____ Given entries

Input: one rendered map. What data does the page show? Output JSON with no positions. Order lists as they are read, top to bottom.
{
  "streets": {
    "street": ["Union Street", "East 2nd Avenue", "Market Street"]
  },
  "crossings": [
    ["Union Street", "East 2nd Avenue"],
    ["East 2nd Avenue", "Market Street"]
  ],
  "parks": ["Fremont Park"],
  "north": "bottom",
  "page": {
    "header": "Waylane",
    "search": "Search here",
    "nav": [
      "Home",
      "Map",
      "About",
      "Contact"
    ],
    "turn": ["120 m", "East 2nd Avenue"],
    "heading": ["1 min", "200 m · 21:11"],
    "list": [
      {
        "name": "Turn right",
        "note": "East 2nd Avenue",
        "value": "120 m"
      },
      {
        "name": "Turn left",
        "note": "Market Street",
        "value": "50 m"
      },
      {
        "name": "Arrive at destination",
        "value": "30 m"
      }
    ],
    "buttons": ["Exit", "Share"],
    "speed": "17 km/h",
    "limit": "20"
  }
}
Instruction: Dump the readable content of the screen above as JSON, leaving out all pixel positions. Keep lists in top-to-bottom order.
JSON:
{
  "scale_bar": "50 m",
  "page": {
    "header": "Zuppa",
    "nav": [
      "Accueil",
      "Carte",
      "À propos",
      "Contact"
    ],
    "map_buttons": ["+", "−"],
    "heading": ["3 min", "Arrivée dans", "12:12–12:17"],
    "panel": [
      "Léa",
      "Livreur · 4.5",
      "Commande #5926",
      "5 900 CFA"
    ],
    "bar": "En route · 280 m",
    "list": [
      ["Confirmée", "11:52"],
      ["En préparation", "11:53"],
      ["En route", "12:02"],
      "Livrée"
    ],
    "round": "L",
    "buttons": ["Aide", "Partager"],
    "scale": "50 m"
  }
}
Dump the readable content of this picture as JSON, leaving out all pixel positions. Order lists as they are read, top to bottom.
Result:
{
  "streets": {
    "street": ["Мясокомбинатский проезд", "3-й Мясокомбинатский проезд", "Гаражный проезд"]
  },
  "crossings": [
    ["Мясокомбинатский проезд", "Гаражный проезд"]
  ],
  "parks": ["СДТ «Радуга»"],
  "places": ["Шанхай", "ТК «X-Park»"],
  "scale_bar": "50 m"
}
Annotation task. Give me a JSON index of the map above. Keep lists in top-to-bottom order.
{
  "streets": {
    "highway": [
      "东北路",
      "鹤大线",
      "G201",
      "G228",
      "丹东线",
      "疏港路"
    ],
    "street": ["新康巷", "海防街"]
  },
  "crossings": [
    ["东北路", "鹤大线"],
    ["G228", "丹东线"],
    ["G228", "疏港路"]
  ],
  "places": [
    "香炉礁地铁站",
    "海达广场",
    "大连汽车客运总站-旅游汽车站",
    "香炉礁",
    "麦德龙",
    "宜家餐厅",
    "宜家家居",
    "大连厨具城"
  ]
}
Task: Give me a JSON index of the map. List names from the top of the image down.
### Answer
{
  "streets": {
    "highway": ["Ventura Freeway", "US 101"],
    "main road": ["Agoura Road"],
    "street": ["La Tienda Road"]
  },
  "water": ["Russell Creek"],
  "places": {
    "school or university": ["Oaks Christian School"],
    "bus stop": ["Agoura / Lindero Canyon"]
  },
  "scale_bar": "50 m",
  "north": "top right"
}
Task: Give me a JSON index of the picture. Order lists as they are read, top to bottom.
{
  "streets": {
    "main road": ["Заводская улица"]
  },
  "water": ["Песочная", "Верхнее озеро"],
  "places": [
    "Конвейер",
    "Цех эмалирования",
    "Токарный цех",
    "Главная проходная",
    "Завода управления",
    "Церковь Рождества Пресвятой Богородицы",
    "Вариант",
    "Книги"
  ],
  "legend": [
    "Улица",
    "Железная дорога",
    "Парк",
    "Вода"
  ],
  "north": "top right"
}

________

**Your task**
Say how many lines in the records hold the word "content", giving the number by itself.

**Result of the task**
2